**TASK INPUT**.
※ ※ ※

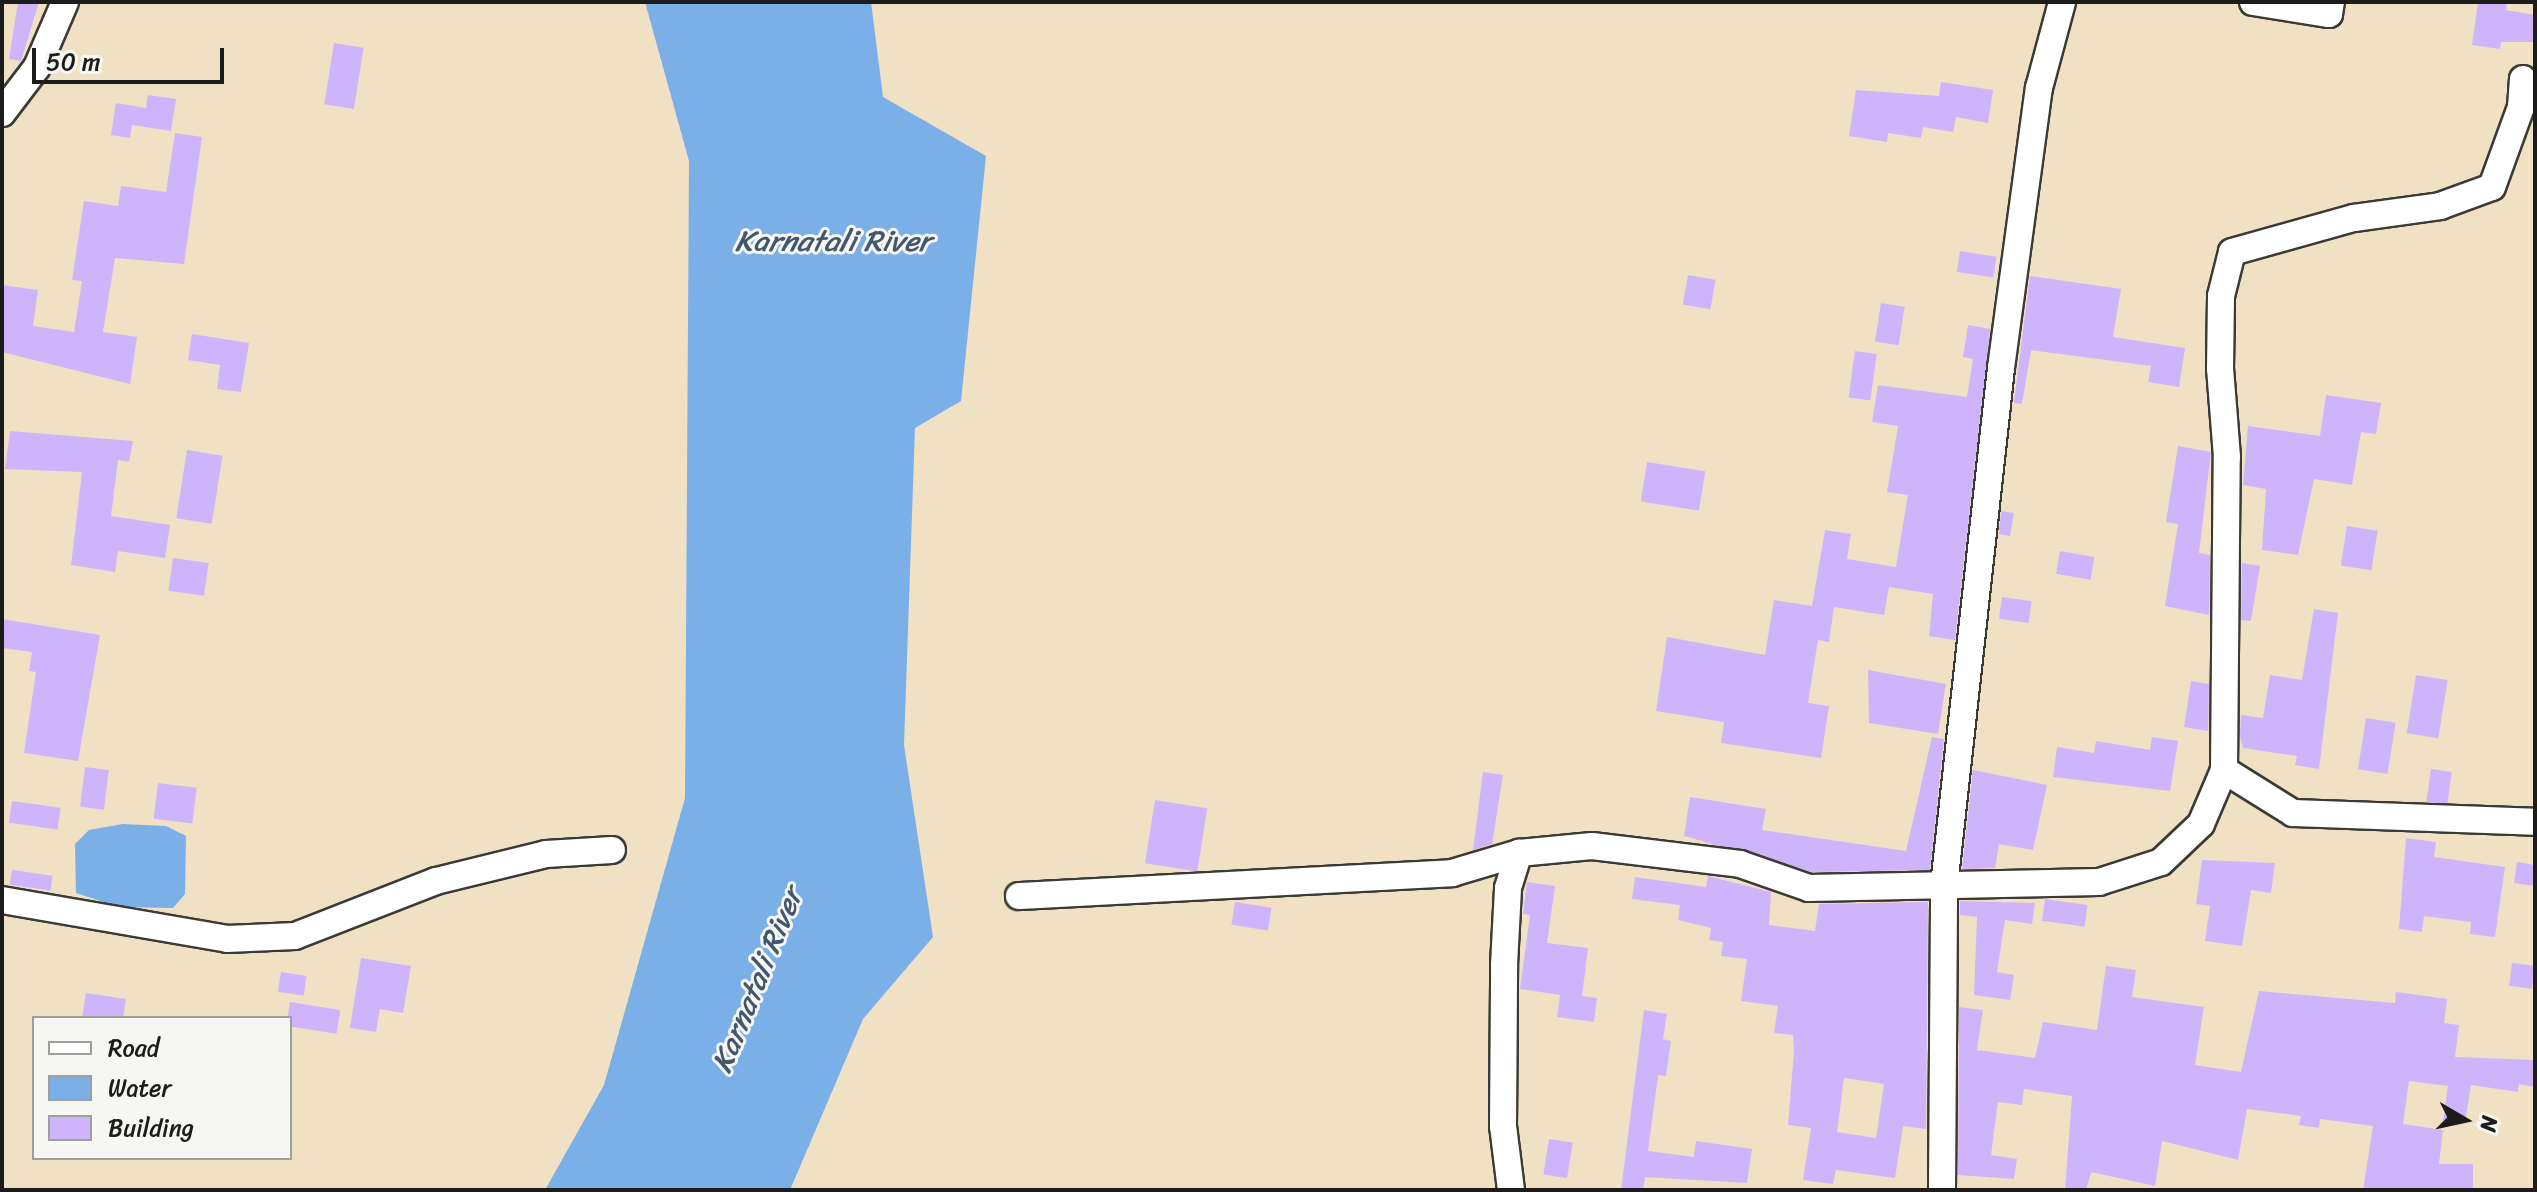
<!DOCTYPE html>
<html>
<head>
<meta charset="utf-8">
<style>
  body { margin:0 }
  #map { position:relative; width:2537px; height:1192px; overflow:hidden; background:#f0e1c4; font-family:Sriracha,sans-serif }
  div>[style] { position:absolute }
  .water>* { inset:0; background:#7bafe8 }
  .building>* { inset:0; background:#ceb5fb; transform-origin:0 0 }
  .roads { filter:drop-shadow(2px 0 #3c3a35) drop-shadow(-2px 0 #3c3a35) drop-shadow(0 2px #3c3a35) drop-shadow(0 -2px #3c3a35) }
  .street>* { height:26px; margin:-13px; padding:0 13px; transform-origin:13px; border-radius:13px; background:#fff }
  span { translate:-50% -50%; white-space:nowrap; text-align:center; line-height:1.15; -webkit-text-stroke:6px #f6f6f2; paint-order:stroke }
  .water-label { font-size:30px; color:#42576e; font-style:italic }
  .frame { position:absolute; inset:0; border:4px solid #1c1c1c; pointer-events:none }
  .legend { position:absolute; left:32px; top:1016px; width:260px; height:144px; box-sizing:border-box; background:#f6f6f2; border:2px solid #9f9f9c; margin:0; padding:10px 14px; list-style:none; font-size:24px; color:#1c1c1c }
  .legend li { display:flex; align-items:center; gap:16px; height:40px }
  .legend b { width:40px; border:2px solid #9f9f9c }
  .north { position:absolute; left:2425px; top:1080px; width:80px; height:80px; -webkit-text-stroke:6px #f6f6f2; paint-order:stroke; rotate:99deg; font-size:22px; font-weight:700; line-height:32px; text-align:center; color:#1c1c1c }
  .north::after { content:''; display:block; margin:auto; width:28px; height:36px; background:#1c1c1c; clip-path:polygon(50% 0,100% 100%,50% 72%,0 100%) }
  .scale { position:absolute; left:32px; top:48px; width:192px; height:36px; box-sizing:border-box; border:4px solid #1c1c1c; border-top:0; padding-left:10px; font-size:24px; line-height:28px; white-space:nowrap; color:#1c1c1c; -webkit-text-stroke:6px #f6f6f2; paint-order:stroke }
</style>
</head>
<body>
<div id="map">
  <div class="water">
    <div style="clip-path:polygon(645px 2px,871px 2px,883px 97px,986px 156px,961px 401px,915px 428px,904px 745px,933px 937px,863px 1019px,790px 1190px,545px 1190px,604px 1085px,685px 798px,689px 161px)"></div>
    <div style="clip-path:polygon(123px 824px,166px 826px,186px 836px,185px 894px,173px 908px,119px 907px,76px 893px,75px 844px,89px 830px)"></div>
  </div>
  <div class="building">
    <div style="clip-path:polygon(18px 2px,39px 2px,21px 61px,9px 59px)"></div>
    <div style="clip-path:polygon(2478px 2px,2507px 2px,2506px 10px,2535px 15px,2535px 42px,2501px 42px,2500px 49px,2472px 45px)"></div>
    <div style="left:334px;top:43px;width:30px;height:62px;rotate:9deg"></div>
    <div style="clip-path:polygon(1941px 82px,1993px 90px,1988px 123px,1956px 117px,1953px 132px,1923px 127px,1921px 138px,1888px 133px,1887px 142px,1849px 136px,1856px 90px,1939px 96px)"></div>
    <div style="clip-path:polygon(148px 95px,176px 99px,171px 131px,132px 125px,130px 138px,111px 135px,116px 103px,146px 108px)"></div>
    <div style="clip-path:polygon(175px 133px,202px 137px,184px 264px,115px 258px,103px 332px,137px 337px,130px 384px,2px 352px,2px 285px,38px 290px,33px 326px,74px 332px,82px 281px,72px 280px,84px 201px,118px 206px,121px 186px,166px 192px)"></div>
    <div style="left:1960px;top:251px;width:37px;height:21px;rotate:9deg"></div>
    <div style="left:1688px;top:275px;width:28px;height:30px;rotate:10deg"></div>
    <div style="clip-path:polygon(2030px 276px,2121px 289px,2113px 337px,2185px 348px,2179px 387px,2148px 382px,2151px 366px,2031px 350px,2022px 404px,2014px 403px,2012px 417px)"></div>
    <div style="left:1881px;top:303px;width:24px;height:39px;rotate:9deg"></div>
    <div style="clip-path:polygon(1968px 325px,1990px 329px,1955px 640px,1929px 636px,1933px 594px,1889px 587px,1884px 615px,1834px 607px,1829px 642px,1818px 640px,1808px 703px,1829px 706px,1821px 758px,1721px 743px,1724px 722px,1656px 711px,1667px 637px,1765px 655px,1774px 600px,1812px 606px,1825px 530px,1851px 534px,1847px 559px,1896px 567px,1908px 495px,1887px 492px,1898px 426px,1872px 422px,1878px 385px,1967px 397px,1973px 359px,1963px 357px)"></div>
    <div style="clip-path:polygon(192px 334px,249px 343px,241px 392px,217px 389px,220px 365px,188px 360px)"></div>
    <div style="left:1855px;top:351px;width:22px;height:47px;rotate:8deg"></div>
    <div style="clip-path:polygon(2326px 395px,2381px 403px,2376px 434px,2361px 432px,2352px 485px,2314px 479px,2298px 555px,2262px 550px,2266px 489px,2243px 485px,2248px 426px,2320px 436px)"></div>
    <div style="clip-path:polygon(10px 431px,133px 441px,129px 462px,118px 460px,111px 516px,170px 525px,165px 558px,118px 551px,115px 572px,71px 565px,82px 472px,5px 469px)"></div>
    <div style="clip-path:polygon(2178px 446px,2211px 452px,2199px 553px,2210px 555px,2209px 615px,2165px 606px,2178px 524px,2166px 522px)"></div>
    <div style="left:187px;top:450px;width:36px;height:69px;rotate:9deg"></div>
    <div style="left:1647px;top:462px;width:59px;height:40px;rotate:9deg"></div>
    <div style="clip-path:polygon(2001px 511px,2014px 513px,2010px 536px,1999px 534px)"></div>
    <div style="left:2347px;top:526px;width:31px;height:40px;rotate:9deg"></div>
    <div style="left:2060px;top:551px;width:35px;height:23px;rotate:10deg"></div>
    <div style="left:173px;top:558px;width:36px;height:33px;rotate:8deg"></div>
    <div style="clip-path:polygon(2242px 563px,2260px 566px,2251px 621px,2241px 620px)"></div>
    <div style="left:2002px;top:597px;width:30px;height:22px;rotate:8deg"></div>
    <div style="clip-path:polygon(2314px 609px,2338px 613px,2319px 769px,2295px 765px,2297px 756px,2243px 748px,2240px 736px,2241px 715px,2263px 718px,2270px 675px,2302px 680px)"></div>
    <div style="clip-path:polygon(2px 619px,100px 635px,78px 761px,24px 753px,36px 672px,29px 671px,32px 652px,2px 648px)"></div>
    <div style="clip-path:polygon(1868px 670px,1946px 684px,1938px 734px,1869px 723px)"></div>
    <div style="left:2416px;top:675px;width:32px;height:59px;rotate:9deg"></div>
    <div style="clip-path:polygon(2191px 681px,2209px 684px,2208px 731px,2184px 727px)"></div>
    <div style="left:2366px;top:718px;width:30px;height:52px;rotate:9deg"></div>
    <div style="clip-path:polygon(1932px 737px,1944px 739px,1930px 870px,1812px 872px,1684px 836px,1690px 797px,1766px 809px,1762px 830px,1906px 851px)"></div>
    <div style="clip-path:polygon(2152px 737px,2178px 741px,2170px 791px,2053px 777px,2057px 747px,2094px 753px,2096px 741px,2150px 750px)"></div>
    <div style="left:85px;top:767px;width:24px;height:40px;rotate:7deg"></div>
    <div style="left:2431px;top:769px;width:21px;height:33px;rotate:8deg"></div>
    <div style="clip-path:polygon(1973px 770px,2047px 785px,2033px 850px,1999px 844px,1995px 868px,1962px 869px)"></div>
    <div style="clip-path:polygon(1483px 772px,1503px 775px,1492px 844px,1473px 850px)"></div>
    <div style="left:158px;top:783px;width:39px;height:36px;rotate:7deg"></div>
    <div style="left:1155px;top:800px;width:53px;height:64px;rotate:9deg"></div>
    <div style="left:12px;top:801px;width:49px;height:22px;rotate:8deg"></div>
    <div style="clip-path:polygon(2406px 838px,2436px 842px,2434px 857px,2505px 867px,2495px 937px,2470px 934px,2471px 922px,2424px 916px,2422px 932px,2399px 929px)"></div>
    <div style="clip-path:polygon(2202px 860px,2275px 863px,2271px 893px,2251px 890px,2242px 946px,2205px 941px,2210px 906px,2196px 904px)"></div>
    <div style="clip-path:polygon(2517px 862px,2535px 865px,2535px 886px,2514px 883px)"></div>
    <div style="left:12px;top:870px;width:41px;height:15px;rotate:8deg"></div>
    <div style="clip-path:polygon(evenodd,1708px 876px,1771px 892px,1769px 925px,1815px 931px,1819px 904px,1928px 902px,1926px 1129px,1903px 1126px,1895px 1178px,1836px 1170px,1833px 1184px,1803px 1180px,1811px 1128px,1788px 1125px,1794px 1050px,1793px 1035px,1774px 1033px,1778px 1006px,1741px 1001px,1747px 959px,1721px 956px,1723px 942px,1709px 940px,1711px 928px,1678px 920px,1680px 905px,1632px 899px,1635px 877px,1706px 887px,1708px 876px,1844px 1078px,1884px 1084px,1876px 1138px,1837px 1132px,1844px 1078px)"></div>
    <div style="clip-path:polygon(1527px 882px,1555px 886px,1547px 943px,1588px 948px,1582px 996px,1597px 998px,1594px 1022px,1557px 1017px,1560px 995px,1520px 989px,1530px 915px,1523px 914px)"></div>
    <div style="left:2045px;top:899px;width:43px;height:22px;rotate:8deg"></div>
    <div style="clip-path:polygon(1960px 901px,2035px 903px,2032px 924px,2005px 920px,1997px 972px,2014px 975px,2010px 1000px,1974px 995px,1977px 917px,1960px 915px)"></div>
    <div style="left:1235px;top:902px;width:37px;height:23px;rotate:9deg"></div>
    <div style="clip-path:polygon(361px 958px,411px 966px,403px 1013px,380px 1009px,376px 1032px,350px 1028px)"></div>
    <div style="left:2512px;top:963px;width:23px;height:23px;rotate:7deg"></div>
    <div style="clip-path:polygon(2106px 966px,2136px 970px,2132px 997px,2204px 1007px,2195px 1065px,2241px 1072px,2259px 991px,2395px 1003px,2396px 992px,2447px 999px,2444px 1023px,2459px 1025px,2455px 1057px,2535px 1060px,2535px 1087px,2519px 1084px,2518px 1092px,2471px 1085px,2465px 1123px,2443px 1120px,2448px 1086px,2409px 1081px,2403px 1124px,2443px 1130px,2439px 1164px,2473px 1164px,2473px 1190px,2363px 1190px,2373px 1126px,2320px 1119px,2319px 1128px,2299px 1125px,2301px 1116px,2247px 1109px,2238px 1160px,2162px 1141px,2155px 1186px,2091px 1172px,2086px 1190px,2065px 1190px,2072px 1096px,2024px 1089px,2022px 1105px,1998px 1102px,1991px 1155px,2017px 1159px,2014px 1179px,1958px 1175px,1959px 1007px,1983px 1010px,1977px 1050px,2035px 1058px,2043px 1022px,2097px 1030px)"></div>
    <div style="left:281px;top:972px;width:26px;height:20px;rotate:9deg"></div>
    <div style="clip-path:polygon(86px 993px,126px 999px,123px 1018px,82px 1018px)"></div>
    <div style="left:290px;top:1002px;width:51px;height:24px;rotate:9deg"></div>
    <div style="clip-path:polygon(1644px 1010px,1667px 1014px,1663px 1039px,1671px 1041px,1666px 1076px,1658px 1075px,1648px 1151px,1694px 1157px,1696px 1141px,1752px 1149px,1747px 1183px,1645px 1177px,1643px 1190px,1621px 1190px)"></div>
    <div style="left:1549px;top:1139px;width:24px;height:36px;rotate:9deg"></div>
  </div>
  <div class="roads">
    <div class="street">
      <div style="left:2253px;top:2px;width:77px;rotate:9deg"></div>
      <div style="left:2329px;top:14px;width:12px;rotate:-81deg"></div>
      <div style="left:2px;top:113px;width:58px;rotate:-52.7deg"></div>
      <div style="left:37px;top:67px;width:71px;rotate:-66.7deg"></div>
      <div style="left:2224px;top:770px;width:81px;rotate:31.9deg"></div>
      <div style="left:2293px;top:813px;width:242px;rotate:2.1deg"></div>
      <div style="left:1019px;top:896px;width:434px;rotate:-3deg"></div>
      <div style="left:1452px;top:873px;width:70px;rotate:-16.6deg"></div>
      <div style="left:1519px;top:853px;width:73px;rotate:-5.5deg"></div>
      <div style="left:1592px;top:846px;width:149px;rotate:6.9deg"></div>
      <div style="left:1740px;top:864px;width:73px;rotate:19.2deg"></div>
      <div style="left:1809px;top:888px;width:290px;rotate:-1.2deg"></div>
      <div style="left:2099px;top:882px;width:65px;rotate:-17.9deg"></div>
      <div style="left:2161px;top:862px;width:55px;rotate:-43.5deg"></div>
      <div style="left:2201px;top:824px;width:59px;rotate:-66.9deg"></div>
      <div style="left:2224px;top:770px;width:313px;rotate:-89.5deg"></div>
      <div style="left:2227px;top:457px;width:88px;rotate:-94.5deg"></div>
      <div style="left:2220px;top:369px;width:73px;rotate:-89.2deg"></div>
      <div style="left:2221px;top:296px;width:45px;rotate:-76deg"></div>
      <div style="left:2232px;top:252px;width:127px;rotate:-15.6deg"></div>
      <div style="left:2354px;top:218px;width:87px;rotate:-7.9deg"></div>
      <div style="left:2440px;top:206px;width:55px;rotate:-20.1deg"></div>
      <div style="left:2492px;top:187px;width:85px;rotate:-70.1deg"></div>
      <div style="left:2521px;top:107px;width:28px;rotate:-86deg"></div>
      <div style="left:2px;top:900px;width:228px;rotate:9.8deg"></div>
      <div style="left:227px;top:939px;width:68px;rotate:-2.5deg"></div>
      <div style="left:295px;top:936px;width:151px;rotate:-21.3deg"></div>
      <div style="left:436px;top:881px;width:113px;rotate:-13.8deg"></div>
      <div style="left:546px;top:854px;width:66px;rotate:-3.5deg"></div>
      <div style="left:1511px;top:1190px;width:64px;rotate:-97.1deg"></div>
      <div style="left:1503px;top:1126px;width:161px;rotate:-89.6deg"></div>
      <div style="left:1504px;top:965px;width:77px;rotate:-87deg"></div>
      <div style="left:1508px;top:888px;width:37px;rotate:-73deg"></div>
      <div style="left:1942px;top:1190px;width:304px;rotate:-89.6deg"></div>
      <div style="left:1944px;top:886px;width:521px;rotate:-83.72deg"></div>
      <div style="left:2001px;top:368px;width:283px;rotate:-82.3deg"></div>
      <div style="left:2039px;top:88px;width:89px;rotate:-75deg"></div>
    </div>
  </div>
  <div class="water-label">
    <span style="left:833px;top:241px">Karnatali River</span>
    <span style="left:757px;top:980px;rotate:-68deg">Karnatali River</span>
  </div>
  <div class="frame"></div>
  <ul class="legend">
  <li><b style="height:10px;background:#fff"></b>Road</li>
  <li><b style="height:22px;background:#7bafe8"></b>Water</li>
  <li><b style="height:22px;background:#ceb5fb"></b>Building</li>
  </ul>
  <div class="north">N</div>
  <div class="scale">50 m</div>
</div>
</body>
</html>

※ ※ ※

**WORK ITEM**.
Leave the pictures out and repeat exactly the lines from the beginning of the records to the line bearing "position:relative; width:2537px; height:1192px;", both ends counted.

**EXERCISE SOLUTION**.
<!DOCTYPE html>
<html>
<head>
<meta charset="utf-8">
<style>
  body { margin:0 }
  #map { position:relative; width:2537px; height:1192px; overflow:hidden; background:#f0e1c4; font-family:Sriracha,sans-serif }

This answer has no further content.